- DESCRIPTION OF THE TASK
With both ends included, repeat exactly the lines of the entries below from the one containing "M1785 188 1806" down to the one containing "M1317 350 1354", and no others.

******

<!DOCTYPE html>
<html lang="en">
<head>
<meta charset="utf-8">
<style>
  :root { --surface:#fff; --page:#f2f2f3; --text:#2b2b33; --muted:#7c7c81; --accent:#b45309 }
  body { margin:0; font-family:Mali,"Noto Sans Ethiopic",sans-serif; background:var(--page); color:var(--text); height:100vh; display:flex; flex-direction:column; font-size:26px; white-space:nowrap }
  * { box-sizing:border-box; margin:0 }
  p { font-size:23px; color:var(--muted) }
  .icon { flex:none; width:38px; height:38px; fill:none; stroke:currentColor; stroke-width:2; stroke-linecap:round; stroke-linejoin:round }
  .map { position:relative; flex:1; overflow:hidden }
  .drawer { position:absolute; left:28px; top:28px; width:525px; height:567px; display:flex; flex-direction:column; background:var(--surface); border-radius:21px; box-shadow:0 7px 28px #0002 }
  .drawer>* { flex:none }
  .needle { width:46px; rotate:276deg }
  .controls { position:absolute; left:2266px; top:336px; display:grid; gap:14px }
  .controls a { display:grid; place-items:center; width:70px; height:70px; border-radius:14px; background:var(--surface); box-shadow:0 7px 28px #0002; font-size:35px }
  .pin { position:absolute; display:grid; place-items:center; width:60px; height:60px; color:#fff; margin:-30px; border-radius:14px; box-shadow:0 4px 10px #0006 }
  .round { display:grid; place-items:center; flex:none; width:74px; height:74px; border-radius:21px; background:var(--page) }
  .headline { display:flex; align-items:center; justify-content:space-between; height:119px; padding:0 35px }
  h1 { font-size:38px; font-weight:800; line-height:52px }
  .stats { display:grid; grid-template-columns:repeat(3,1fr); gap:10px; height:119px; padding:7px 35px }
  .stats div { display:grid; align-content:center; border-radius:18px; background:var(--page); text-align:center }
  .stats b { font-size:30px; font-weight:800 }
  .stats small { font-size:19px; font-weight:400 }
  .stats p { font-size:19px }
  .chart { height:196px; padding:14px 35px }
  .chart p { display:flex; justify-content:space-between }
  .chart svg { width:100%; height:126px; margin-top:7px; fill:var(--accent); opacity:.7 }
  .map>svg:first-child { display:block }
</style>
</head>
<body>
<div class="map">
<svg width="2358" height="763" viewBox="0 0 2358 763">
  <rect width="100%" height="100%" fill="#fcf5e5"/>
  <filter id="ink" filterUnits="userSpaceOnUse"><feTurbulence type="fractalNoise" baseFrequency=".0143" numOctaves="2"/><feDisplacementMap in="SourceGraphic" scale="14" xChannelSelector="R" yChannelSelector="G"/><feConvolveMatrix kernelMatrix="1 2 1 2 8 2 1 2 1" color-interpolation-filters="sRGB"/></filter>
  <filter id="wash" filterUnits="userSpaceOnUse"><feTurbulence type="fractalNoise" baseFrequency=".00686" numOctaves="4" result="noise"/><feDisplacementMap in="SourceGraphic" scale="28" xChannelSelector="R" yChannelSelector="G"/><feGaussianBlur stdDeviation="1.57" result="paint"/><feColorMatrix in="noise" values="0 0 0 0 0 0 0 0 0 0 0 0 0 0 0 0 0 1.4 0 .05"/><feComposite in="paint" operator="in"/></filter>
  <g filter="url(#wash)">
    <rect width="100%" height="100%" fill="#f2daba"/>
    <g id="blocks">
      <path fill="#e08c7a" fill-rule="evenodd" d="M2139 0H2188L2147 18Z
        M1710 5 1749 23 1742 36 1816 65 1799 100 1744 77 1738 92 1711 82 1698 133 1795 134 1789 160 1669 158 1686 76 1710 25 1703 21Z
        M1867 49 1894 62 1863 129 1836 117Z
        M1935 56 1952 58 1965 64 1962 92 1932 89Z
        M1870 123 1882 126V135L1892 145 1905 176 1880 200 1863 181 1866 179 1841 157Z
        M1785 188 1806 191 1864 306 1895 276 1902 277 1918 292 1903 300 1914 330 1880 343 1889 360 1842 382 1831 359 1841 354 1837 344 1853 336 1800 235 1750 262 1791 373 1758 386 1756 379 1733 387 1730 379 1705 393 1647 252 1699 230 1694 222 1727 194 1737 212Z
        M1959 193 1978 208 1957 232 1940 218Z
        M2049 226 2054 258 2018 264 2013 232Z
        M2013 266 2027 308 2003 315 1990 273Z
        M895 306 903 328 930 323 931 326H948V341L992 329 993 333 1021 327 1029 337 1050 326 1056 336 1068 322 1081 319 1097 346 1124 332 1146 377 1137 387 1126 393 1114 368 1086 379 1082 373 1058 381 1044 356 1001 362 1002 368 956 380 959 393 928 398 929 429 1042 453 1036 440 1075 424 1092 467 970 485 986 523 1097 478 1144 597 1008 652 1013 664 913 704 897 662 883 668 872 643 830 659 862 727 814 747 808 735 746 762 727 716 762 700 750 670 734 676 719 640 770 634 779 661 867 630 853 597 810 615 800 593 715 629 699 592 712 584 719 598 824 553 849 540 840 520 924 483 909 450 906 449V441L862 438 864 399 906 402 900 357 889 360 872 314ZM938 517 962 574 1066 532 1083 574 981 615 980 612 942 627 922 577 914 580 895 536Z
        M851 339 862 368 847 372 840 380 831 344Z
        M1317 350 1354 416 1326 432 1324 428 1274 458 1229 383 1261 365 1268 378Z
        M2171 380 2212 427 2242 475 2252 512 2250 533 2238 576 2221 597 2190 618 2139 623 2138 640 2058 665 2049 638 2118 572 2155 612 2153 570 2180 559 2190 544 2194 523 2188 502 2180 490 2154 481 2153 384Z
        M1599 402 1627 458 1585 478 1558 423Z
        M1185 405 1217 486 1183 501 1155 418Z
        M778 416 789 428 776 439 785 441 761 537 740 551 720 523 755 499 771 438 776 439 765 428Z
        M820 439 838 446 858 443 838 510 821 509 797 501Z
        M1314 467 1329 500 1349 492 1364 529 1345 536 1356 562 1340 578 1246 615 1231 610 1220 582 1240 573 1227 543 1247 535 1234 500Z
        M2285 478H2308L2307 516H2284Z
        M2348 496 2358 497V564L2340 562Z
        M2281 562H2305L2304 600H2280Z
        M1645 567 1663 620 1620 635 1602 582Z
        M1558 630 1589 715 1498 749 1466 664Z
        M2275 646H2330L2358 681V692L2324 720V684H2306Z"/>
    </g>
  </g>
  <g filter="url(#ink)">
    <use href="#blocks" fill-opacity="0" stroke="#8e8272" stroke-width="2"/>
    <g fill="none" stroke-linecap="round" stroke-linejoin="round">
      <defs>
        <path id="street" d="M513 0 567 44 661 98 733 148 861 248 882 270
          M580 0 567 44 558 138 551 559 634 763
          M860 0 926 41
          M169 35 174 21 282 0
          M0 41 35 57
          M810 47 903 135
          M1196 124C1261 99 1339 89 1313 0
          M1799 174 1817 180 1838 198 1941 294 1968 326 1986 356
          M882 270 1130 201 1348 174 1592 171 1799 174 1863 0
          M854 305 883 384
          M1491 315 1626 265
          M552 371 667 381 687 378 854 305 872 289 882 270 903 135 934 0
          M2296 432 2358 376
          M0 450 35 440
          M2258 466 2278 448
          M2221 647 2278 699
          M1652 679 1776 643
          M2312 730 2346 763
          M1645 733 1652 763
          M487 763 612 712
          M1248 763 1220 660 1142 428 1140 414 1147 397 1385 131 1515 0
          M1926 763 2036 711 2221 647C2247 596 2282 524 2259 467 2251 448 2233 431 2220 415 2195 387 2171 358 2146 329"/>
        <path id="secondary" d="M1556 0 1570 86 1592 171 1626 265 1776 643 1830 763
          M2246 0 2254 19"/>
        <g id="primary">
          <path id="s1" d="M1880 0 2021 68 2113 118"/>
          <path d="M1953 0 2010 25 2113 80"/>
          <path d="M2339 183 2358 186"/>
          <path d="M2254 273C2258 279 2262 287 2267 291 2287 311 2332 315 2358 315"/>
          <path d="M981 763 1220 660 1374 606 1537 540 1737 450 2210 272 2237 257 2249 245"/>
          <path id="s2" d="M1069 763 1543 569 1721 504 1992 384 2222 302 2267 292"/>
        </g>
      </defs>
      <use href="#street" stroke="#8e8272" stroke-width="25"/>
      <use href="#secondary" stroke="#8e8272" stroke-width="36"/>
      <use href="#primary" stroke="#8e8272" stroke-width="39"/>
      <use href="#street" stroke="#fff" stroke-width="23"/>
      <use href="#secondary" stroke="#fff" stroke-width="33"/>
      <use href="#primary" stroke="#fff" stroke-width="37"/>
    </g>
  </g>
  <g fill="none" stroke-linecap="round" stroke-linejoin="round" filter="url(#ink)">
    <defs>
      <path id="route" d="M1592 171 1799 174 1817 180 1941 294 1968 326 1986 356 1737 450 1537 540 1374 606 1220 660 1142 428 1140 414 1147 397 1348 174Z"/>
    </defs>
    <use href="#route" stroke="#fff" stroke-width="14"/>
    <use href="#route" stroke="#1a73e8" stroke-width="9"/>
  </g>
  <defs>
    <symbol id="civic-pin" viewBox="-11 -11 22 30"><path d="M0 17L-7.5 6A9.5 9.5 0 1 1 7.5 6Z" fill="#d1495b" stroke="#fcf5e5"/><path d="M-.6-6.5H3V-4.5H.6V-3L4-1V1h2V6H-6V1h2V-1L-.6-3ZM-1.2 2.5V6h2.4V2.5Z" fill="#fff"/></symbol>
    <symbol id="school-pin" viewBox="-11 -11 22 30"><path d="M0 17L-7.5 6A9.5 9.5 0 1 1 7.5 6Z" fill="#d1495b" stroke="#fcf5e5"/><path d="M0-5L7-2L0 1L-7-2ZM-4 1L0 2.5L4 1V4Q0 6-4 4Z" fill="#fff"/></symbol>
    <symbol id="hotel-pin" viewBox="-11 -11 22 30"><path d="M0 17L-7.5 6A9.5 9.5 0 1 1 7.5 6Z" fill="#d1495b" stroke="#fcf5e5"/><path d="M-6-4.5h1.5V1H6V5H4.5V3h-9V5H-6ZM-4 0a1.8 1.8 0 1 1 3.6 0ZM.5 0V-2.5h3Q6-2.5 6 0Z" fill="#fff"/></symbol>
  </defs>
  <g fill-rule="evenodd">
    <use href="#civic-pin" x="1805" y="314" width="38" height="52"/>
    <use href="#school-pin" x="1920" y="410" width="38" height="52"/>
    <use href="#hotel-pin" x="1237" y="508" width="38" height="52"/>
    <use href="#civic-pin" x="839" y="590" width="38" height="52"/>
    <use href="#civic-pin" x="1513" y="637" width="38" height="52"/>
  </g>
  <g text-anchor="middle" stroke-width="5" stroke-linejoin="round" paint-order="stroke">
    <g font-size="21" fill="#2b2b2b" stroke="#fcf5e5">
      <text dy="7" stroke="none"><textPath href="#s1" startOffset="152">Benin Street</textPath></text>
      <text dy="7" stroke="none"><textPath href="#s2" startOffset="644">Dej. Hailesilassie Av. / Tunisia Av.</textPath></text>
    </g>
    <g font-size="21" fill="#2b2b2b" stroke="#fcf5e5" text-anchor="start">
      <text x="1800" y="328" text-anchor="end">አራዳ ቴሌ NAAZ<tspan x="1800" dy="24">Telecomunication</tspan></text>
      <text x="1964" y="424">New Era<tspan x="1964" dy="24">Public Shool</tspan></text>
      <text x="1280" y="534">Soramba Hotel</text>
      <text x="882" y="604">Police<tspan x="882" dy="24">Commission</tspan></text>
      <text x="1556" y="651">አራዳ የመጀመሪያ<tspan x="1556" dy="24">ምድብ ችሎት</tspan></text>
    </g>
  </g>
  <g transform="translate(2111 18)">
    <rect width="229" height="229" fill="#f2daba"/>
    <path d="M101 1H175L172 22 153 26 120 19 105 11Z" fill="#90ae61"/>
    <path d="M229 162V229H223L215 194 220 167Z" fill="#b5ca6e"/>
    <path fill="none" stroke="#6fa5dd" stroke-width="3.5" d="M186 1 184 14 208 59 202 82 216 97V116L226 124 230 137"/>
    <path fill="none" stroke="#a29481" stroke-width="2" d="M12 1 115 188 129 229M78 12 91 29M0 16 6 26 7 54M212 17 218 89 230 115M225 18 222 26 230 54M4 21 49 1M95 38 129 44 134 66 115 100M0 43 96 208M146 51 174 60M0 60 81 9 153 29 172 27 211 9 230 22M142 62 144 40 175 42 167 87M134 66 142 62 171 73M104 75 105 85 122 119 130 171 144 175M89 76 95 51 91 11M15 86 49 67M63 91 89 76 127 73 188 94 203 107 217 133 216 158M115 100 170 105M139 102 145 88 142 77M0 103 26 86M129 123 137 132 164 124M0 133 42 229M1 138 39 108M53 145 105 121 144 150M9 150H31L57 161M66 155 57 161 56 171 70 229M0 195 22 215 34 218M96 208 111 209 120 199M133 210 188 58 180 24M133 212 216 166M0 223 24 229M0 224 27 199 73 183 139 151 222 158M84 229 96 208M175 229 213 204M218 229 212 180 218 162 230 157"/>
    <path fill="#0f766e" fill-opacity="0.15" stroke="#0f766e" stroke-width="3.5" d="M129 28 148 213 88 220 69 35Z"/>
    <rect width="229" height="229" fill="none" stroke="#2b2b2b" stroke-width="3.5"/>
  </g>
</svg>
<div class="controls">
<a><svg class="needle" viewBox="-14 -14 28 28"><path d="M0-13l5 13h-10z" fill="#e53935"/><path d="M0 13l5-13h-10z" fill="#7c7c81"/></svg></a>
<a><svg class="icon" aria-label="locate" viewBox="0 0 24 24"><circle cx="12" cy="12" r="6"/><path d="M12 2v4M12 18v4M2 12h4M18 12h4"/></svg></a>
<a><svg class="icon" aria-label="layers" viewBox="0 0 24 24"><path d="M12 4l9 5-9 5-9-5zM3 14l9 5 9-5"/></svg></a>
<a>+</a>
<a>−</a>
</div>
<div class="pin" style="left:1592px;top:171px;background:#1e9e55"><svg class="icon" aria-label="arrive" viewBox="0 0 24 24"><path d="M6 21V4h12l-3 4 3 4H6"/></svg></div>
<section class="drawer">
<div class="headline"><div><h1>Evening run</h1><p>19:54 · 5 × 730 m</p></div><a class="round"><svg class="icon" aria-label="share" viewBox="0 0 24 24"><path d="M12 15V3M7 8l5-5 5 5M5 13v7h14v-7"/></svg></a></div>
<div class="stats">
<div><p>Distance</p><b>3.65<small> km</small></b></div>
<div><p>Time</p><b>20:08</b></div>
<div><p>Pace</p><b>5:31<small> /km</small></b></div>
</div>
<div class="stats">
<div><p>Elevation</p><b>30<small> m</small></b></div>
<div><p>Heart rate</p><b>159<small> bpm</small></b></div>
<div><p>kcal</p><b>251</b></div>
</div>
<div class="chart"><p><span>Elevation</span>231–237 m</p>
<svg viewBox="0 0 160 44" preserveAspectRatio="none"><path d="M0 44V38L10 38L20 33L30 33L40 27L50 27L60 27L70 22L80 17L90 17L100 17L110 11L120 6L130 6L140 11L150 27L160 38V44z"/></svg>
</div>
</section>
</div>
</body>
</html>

******

- FINAL ANSWER
        M1785 188 1806 191 1864 306 1895 276 1902 277 1918 292 1903 300 1914 330 1880 343 1889 360 1842 382 1831 359 1841 354 1837 344 1853 336 1800 235 1750 262 1791 373 1758 386 1756 379 1733 387 1730 379 1705 393 1647 252 1699 230 1694 222 1727 194 1737 212Z
        M1959 193 1978 208 1957 232 1940 218Z
        M2049 226 2054 258 2018 264 2013 232Z
        M2013 266 2027 308 2003 315 1990 273Z
        M895 306 903 328 930 323 931 326H948V341L992 329 993 333 1021 327 1029 337 1050 326 1056 336 1068 322 1081 319 1097 346 1124 332 1146 377 1137 387 1126 393 1114 368 1086 379 1082 373 1058 381 1044 356 1001 362 1002 368 956 380 959 393 928 398 929 429 1042 453 1036 440 1075 424 1092 467 970 485 986 523 1097 478 1144 597 1008 652 1013 664 913 704 897 662 883 668 872 643 830 659 862 727 814 747 808 735 746 762 727 716 762 700 750 670 734 676 719 640 770 634 779 661 867 630 853 597 810 615 800 593 715 629 699 592 712 584 719 598 824 553 849 540 840 520 924 483 909 450 906 449V441L862 438 864 399 906 402 900 357 889 360 872 314ZM938 517 962 574 1066 532 1083 574 981 615 980 612 942 627 922 577 914 580 895 536Z
        M851 339 862 368 847 372 840 380 831 344Z
        M1317 350 1354 416 1326 432 1324 428 1274 458 1229 383 1261 365 1268 378Z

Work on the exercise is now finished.